Copy out the lines below that hold the word "Shell".
┌─ Data in this exercise
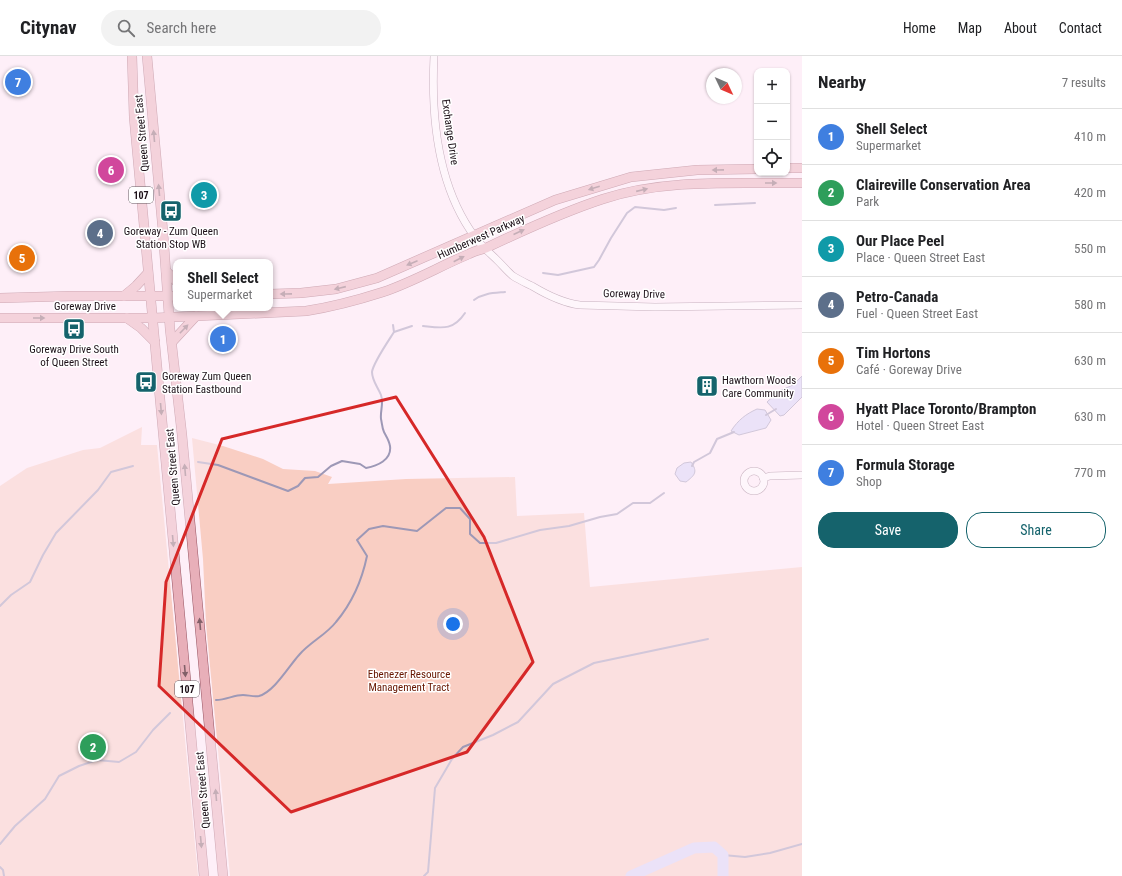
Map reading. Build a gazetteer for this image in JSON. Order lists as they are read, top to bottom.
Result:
{
  "streets": {
    "main road": [
      "Queen Street East",
      "107",
      "Humberwest Parkway",
      "Goreway Drive"
    ],
    "street": ["Exchange Drive"]
  },
  "crossings": [
    ["Exchange Drive", "Humberwest Parkway"],
    ["Exchange Drive", "Goreway Drive"],
    ["Queen Street East", "Humberwest Parkway"],
    ["Queen Street East", "Goreway Drive"],
    ["Humberwest Parkway", "Goreway Drive"]
  ],
  "parks": ["Ebenezer Resource Management Tract"],
  "places": {
    "bus stop": ["Goreway - Zum Queen Station Stop WB", "Goreway Drive South of Queen Street", "Goreway Zum Queen Station Eastbound"],
    "building": ["Hawthorn Woods Care Community"]
  },
  "north": "bottom right",
  "page": {
    "header": "Citynav",
    "search": "Search here",
    "nav": [
      "Home",
      "Map",
      "About",
      "Contact"
    ],
    "heading": ["Nearby", "7 results"],
    "pins": [
      "7",
      "6",
      "3",
      "4",
      "5",
      "1",
      "2"
    ],
    "map_buttons": ["+", "−"],
    "list": [
      {
        "mark": "1",
        "name": "Shell Select",
        "note": "Supermarket",
        "value": "410 m"
      },
      {
        "mark": "2",
        "name": "Claireville Conservation Area",
        "note": "Park",
        "value": "420 m"
      },
      {
        "mark": "3",
        "name": "Our Place Peel",
        "note": "Place · Queen Street East",
        "value": "550 m"
      },
      {
        "mark": "4",
        "name": "Petro-Canada",
        "note": "Fuel · Queen Street East",
        "value": "580 m"
      },
      {
        "mark": "5",
        "name": "Tim Hortons",
        "note": "Café · Goreway Drive",
        "value": "630 m"
      },
      {
        "mark": "6",
        "name": "Hyatt Place Toronto/Brampton",
        "note": "Hotel · Queen Street East",
        "value": "630 m"
      },
      {
        "mark": "7",
        "name": "Formula Storage",
        "note": "Shop",
        "value": "770 m"
      }
    ],
    "popup": ["Shell Select", "Supermarket"],
    "buttons": ["Save", "Share"]
  }
}
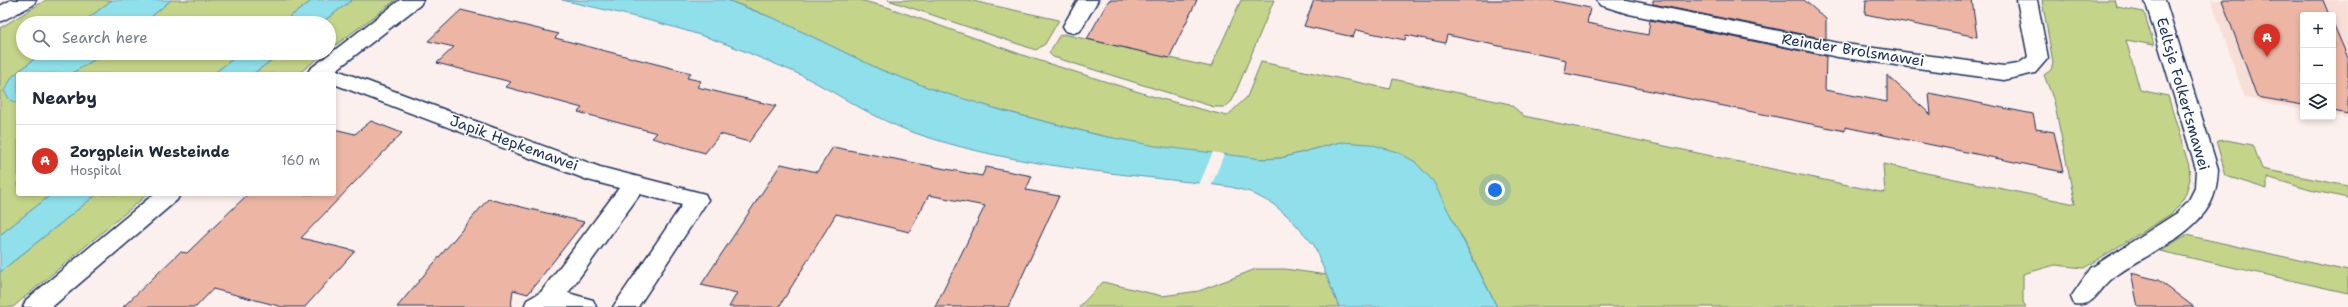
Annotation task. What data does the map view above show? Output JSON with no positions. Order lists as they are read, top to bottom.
{
  "streets": {
    "street": ["Reinder Brolsmawei", "Eeltsje Folkertsmawei", "Japik Hepkemawei"]
  },
  "page": {
    "map_buttons": ["+", "−"],
    "search": "Search here",
    "pins": "A",
    "heading": "Nearby",
    "list": [
      {
        "mark": "A",
        "name": "Zorgplein Westeinde",
        "note": "Hospital",
        "value": "160 m"
      }
    ]
  }
}
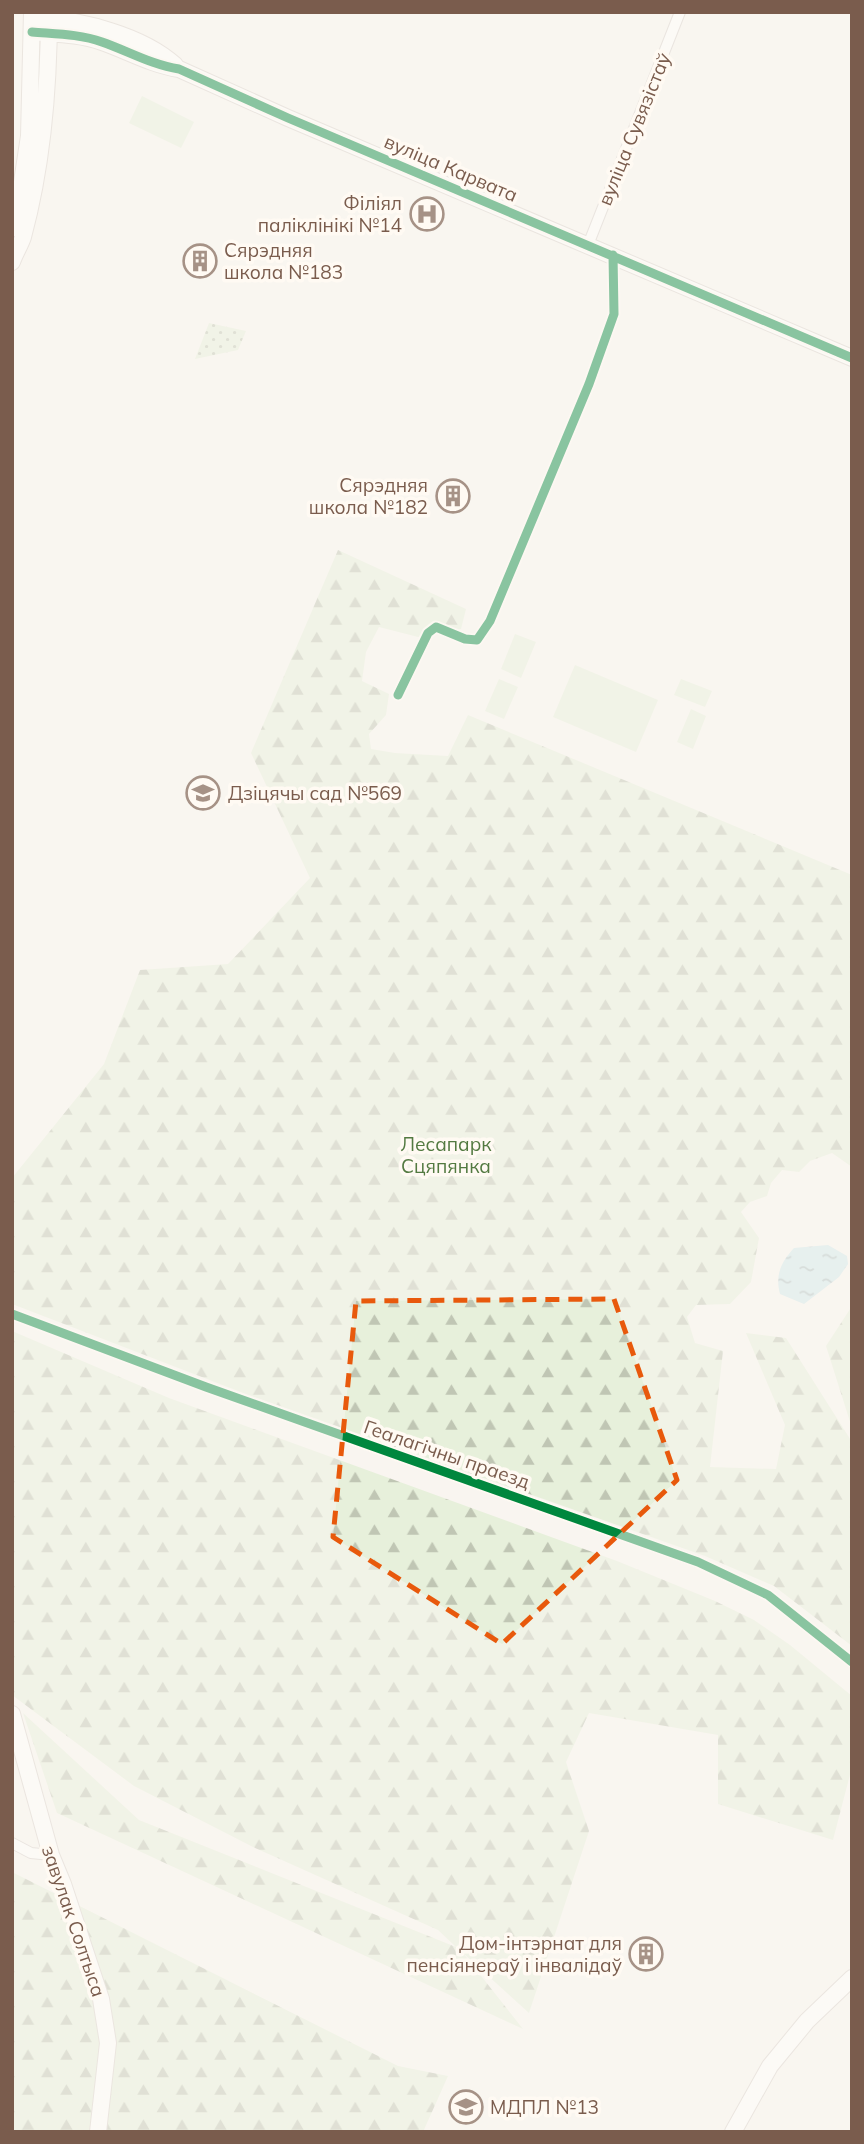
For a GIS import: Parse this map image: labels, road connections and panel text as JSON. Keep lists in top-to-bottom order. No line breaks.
{"streets":{"street":["вуліца Сувязістаў","вуліца Карвата","Геалагічны праезд","завулак Солтыса"]},"crossings":[["вуліца Сувязістаў","вуліца Карвата"]],"parks":["Лесапарк Сцяпянка"],"places":{"hospital":["Філіял паліклінікі №14"],"building":["Сярэдняя школа №183","Сярэдняя школа №182","Дом-інтэрнат для пенсіянераў і інвалідаў"],"school or university":["Дзіцячы сад №569","МДПЛ №13"]}}
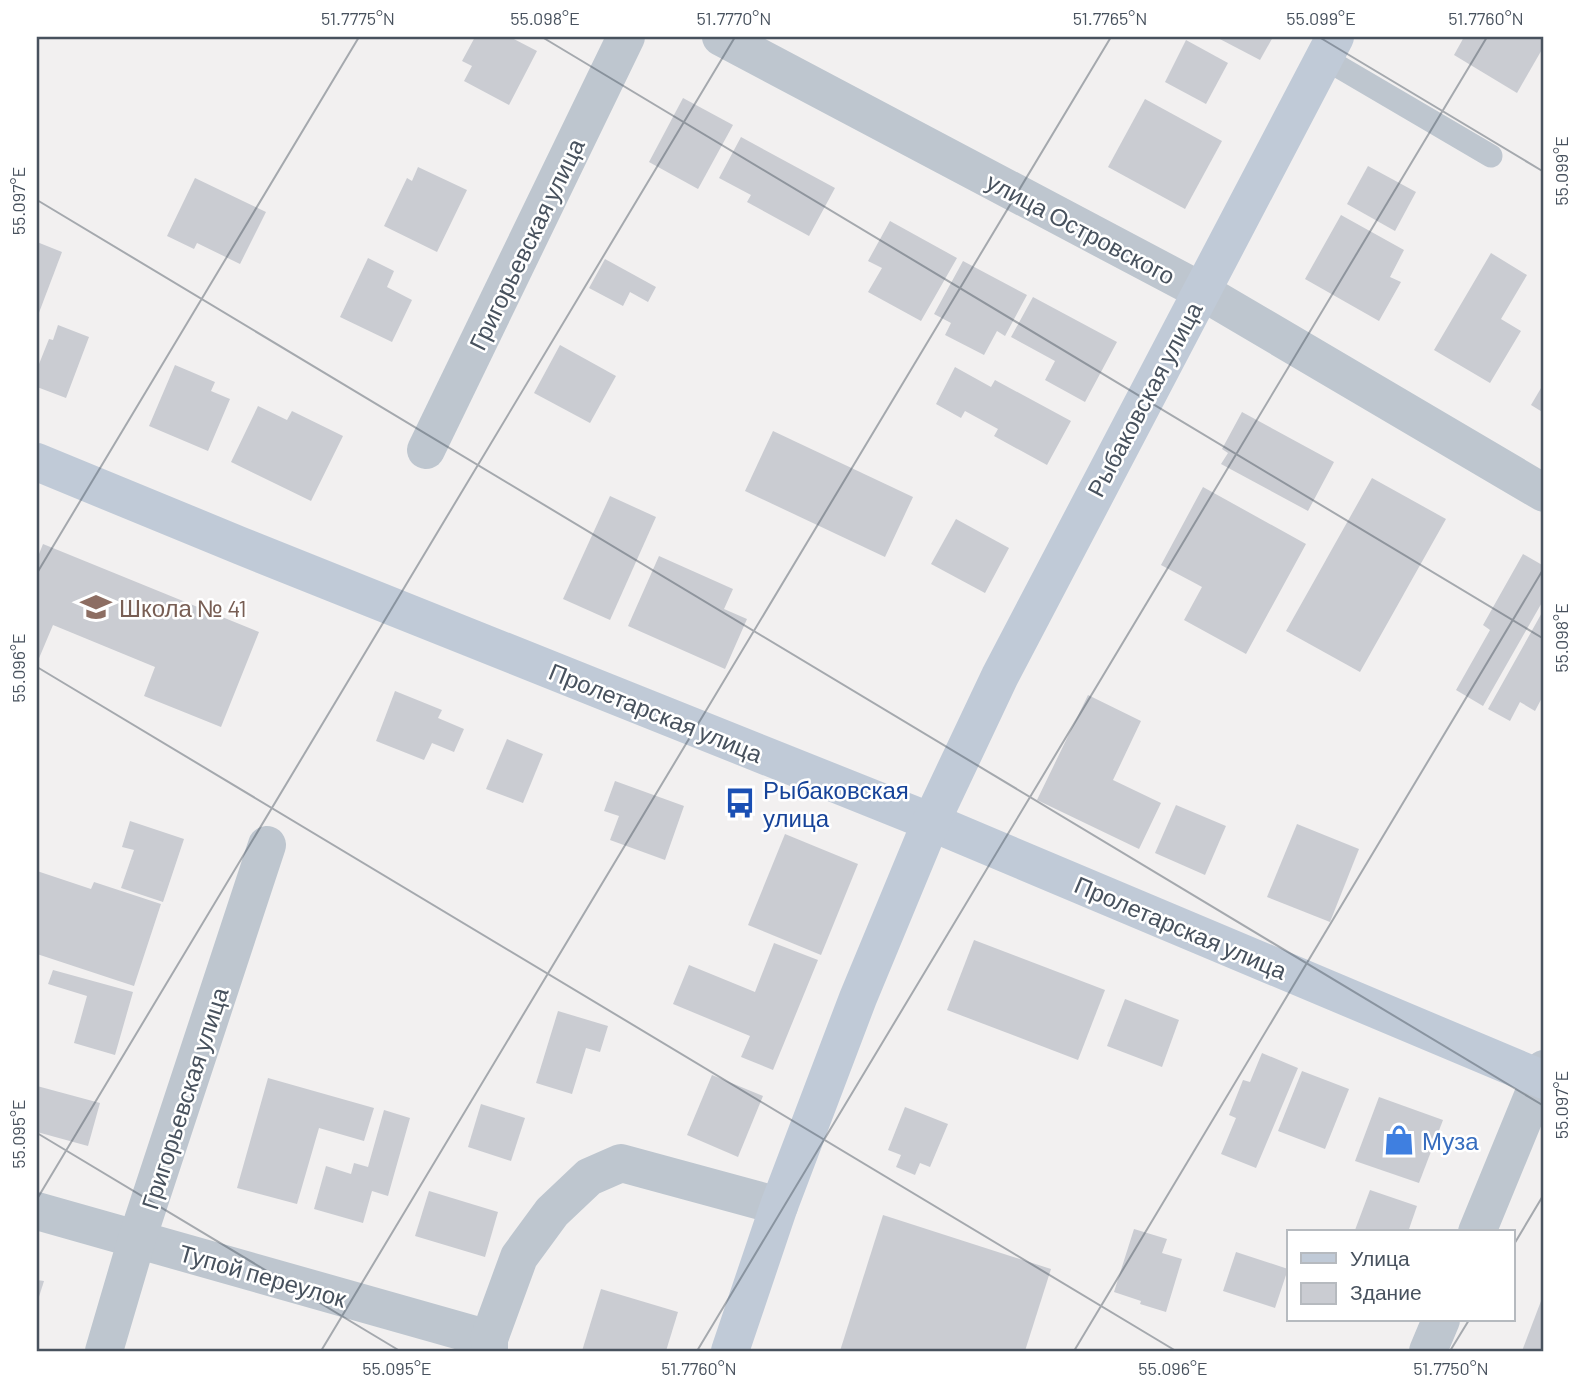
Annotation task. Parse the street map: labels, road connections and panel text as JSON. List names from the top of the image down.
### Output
{
  "streets": {
    "main road": ["Рыбаковская улица", "Пролетарская улица"],
    "street": ["улица Островского", "Григорьевская улица", "Тупой переулок"]
  },
  "crossings": [
    ["улица Островского", "Рыбаковская улица"],
    ["Григорьевская улица", "Тупой переулок"],
    ["Рыбаковская улица", "Пролетарская улица"],
    ["Рыбаковская улица", "Тупой переулок"]
  ],
  "places": {
    "school or university": ["Школа № 41"],
    "bus stop": ["Рыбаковская улица"],
    "shop": ["Муза"]
  },
  "legend": ["Улица", "Здание"],
  "coordinates": [
    "51.7775°N",
    "55.098°E",
    "51.7770°N",
    "51.7765°N",
    "55.099°E",
    "51.7760°N",
    "55.097°E",
    "55.096°E",
    "55.095°E",
    "51.7750°N"
  ]
}
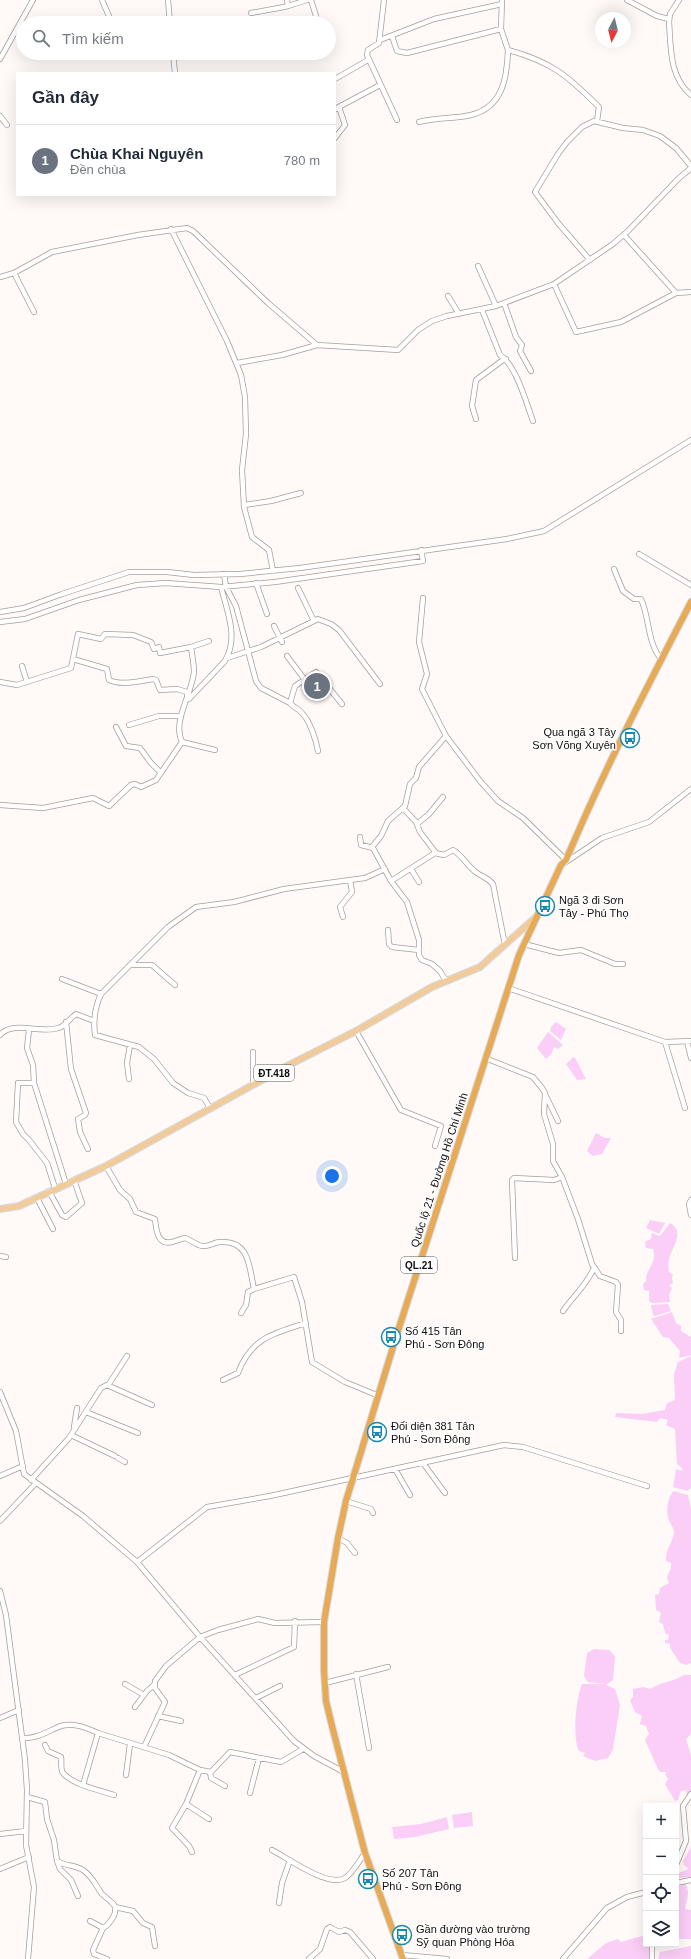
└─
**Result of the exercise:**
        "name": "Shell Select",
    "popup": ["Shell Select", "Supermarket"],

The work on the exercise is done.